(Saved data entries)

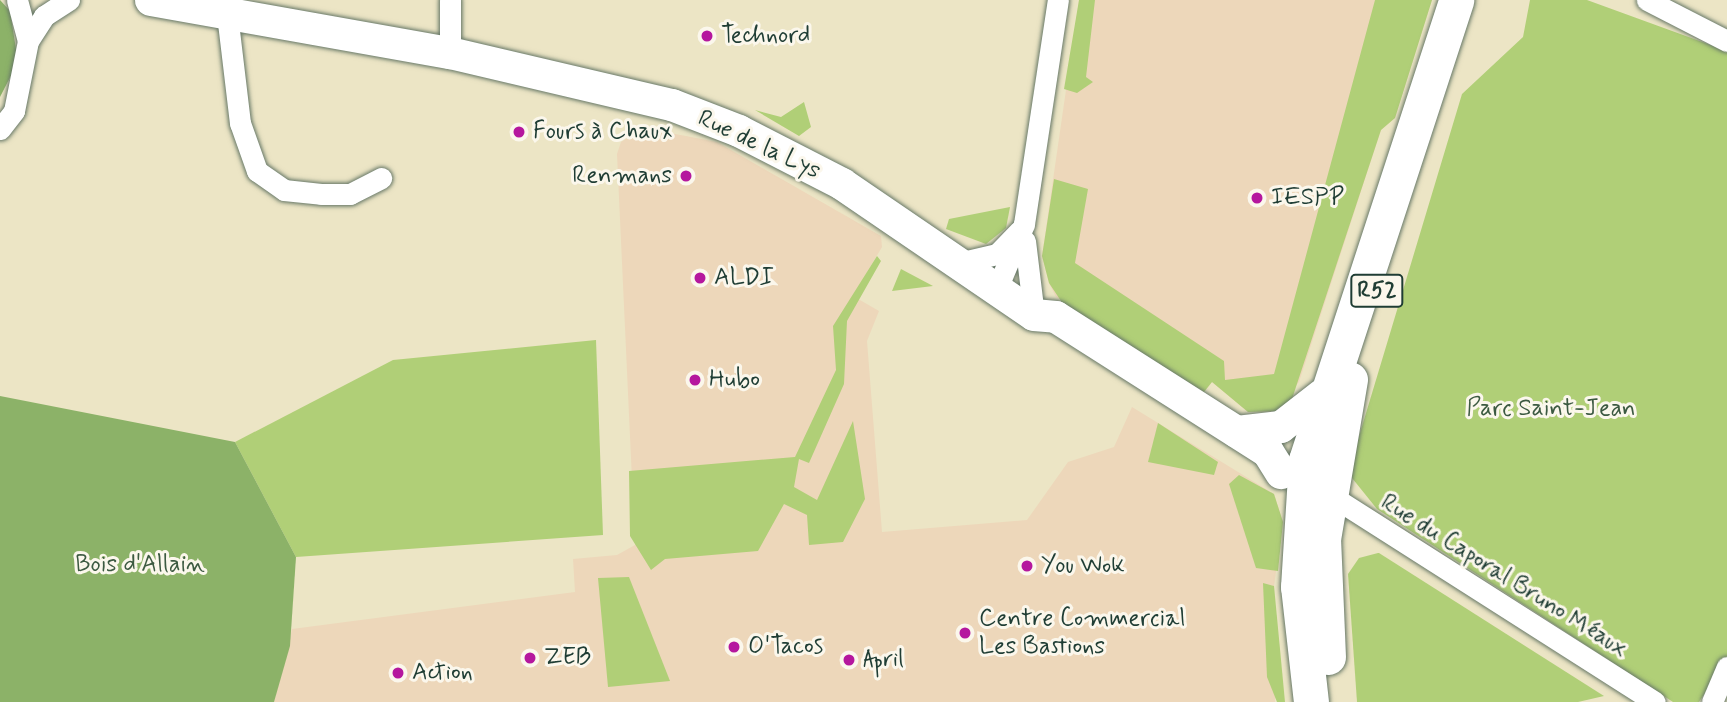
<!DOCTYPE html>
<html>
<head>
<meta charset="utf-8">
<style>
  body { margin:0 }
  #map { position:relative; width:1727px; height:702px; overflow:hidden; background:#ece5c5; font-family:Mynerve,sans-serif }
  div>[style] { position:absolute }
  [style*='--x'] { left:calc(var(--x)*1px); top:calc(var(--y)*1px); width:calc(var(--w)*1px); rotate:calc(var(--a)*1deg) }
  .built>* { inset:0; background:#edd7ba }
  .green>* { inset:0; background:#b0cf77 }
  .forest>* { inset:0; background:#8cb268 }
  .roads { filter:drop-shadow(0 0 2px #677867) drop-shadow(0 0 2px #677867) }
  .street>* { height:21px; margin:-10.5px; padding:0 10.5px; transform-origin:10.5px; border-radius:10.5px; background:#fff }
  .secondary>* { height:32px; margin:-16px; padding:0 16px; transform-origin:16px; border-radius:16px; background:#fff }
  .primary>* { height:35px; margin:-17.5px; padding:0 17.5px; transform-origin:17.5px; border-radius:17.5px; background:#fff }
  .dots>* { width:19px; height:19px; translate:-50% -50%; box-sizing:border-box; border:4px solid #fbf7ec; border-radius:50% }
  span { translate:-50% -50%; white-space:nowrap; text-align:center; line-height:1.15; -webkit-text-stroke:6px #fbf7ec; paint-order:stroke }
  .shield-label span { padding:2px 5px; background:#fbf7ec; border:2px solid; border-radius:5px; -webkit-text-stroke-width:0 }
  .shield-label { font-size:23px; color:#1f3d34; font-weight:700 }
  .poi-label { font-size:24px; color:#1f3d34 }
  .left { translate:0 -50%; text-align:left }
  .right { translate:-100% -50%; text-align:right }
  .street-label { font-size:24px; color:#1f3d34 }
  .park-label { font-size:24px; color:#3c5a41 }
</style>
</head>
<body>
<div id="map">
  <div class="built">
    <div style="clip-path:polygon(1079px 0,1432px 0,1395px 118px,1381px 130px,1299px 382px,1271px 412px,1248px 412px,1212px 382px,1204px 392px,1056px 297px,1049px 283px,1042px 256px)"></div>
    <div style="clip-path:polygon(644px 128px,717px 142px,881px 236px,882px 247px,853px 296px,879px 311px,867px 341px,882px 532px,1027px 520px,1068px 462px,1114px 447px,1132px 407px,1274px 494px,1283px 522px,1274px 586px,1275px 702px,274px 702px,292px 629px,575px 592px,573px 559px,617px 555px,635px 545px,617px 154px,621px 142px)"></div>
  </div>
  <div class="green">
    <div style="clip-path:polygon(1079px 0,1095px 0,1086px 77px,1093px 82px,1077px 93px,1064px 89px)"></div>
    <div style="clip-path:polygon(1375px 0,1432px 0,1395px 118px,1381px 130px,1292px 399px,1277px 411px,1248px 412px,1212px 382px,1204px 392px,1065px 307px,1049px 283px,1042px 256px,1054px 179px,1088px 189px,1075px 263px,1224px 361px,1225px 380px,1274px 374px)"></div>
    <div style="clip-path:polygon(1530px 0,1587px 0,1727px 51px,1727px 659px,1699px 702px,1673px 702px,1377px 509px,1348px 473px,1462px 94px,1523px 37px)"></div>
    <div style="clip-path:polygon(804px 102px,811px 127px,799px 136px,755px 110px,781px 117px)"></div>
    <div style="clip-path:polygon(1010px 207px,1006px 228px,986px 244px,946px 229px,949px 219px)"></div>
    <div style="clip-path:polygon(877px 256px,881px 261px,847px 321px,844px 384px,809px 463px,799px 459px,794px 487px,817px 500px,853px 421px,865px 499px,843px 542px,809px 545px,807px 515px,784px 504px,758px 551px,665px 559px,651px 570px,630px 536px,629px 471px,795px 457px,836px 370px,833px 326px)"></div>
    <div style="clip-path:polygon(901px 269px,933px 286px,892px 291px)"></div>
    <div style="clip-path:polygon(596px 340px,603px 535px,296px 557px,235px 442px,393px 360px)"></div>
    <div style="clip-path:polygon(1158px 423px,1218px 462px,1214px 475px,1148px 462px)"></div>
    <div style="clip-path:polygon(1239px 475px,1274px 494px,1283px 522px,1278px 571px,1256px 568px,1229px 484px)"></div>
    <div style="clip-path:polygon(1378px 553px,1379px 553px,1604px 696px,1578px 702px,1357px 702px,1348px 574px,1359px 558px)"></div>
    <div style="clip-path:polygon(629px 577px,670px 681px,608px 687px,598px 578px)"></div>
    <div style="clip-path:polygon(1263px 583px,1274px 586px,1285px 702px,1277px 702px,1267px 677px)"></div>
  </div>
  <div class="forest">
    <div style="clip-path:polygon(0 0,10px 11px,18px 62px,0 97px)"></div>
    <div style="clip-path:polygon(0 396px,235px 442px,296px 557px,290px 646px,274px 702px,0 702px)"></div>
  </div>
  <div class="roads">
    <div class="street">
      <div style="--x:17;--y:0;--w:42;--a:75"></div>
      <div style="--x:450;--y:0;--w:53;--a:90"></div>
      <div style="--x:1647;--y:0;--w:90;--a:27.1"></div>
      <div style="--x:227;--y:14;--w:110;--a:83.2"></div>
      <div style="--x:240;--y:123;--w:51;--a:70.5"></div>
      <div style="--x:257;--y:171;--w:33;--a:35"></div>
      <div style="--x:284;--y:190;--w:37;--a:6"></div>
      <div style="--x:321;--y:194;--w:29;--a:0"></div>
      <div style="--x:350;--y:194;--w:35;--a:-27"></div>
      <div style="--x:0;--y:129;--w:23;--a:-52"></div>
      <div style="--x:14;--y:111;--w:71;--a:-78.7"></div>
      <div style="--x:28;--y:41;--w:30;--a:-57"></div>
      <div style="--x:44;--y:16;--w:30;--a:-33"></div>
      <div style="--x:1025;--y:241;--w:75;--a:83.1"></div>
      <div style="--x:954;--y:264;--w:44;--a:-13.1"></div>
      <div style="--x:997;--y:254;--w:32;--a:-46"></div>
      <div style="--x:996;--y:291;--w:73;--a:-67.3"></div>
      <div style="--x:1024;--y:224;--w:227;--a:-81.4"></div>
      <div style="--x:1330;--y:495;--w:385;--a:32.5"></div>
      <div style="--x:1712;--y:702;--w:38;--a:-67"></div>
    </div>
    <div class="secondary">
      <div style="--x:151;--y:0;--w:304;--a:10.1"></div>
      <div style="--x:450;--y:53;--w:228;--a:13.2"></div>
      <div style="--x:672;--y:105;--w:72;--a:21.2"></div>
      <div style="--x:739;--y:131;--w:116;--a:27.2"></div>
      <div style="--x:842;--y:184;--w:232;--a:34.3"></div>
      <div style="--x:1034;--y:315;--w:22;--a:5"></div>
      <div style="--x:1056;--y:317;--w:251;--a:32.5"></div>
      <div style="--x:1268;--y:452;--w:25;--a:58"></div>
      <div style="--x:1237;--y:432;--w:44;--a:-6.5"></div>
      <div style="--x:1281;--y:427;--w:52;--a:-38"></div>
    </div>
    <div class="primary">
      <div style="--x:1328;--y:657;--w:118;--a:-92.4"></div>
      <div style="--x:1323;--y:539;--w:162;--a:-80.4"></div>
      <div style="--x:1311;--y:702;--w:116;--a:-96.4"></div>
      <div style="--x:1298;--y:587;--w:127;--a:-86.4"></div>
      <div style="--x:1306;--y:460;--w:484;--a:-71.9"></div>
    </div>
  </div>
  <div class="dots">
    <div style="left:707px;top:36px;background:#b5179e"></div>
    <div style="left:519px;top:132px;background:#b5179e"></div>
    <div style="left:686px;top:176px;background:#b5179e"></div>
    <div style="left:1257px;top:198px;background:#b5179e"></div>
    <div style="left:700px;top:278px;background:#b5179e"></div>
    <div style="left:695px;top:380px;background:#b5179e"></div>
    <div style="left:1027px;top:566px;background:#b5179e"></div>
    <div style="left:965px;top:633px;background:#b5179e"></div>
    <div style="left:734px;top:647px;background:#b5179e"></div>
    <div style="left:530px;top:658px;background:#b5179e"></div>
    <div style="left:849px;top:660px;background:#b5179e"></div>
    <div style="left:398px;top:673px;background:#b5179e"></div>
  </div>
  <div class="shield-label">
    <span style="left:1377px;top:291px">R52</span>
  </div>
  <div class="poi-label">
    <span class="left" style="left:721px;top:36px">Technord</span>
    <span class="left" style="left:533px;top:132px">Fours à Chaux</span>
    <span class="right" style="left:672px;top:176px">Renmans</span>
    <span class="left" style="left:1271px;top:198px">IESPP</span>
    <span class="left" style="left:714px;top:278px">ALDI</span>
    <span class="left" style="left:709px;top:380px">Hubo</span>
    <span class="left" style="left:1041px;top:566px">You Wok</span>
    <span class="left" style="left:979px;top:633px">Centre Commercial<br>Les Bastions</span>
    <span class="left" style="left:748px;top:647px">O'Tacos</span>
    <span class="left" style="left:544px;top:658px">ZEB</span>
    <span class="left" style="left:863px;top:660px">April</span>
    <span class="left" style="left:412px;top:673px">Action</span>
  </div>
  <div class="street-label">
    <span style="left:759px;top:145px;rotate:25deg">Rue de la Lys</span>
    <span style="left:1504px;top:576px;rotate:32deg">Rue du Caporal Bruno Méaux</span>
  </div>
  <div class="park-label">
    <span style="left:1551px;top:409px">Parc Saint-Jean</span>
    <span style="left:140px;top:565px">Bois d'Allain</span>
  </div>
</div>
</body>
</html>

◆ Exercise brief
Search the data for the string "inset" and copy every line where it appears.

◆ Expected answer
  .built>* { inset:0; background:#edd7ba }
  .green>* { inset:0; background:#b0cf77 }
  .forest>* { inset:0; background:#8cb268 }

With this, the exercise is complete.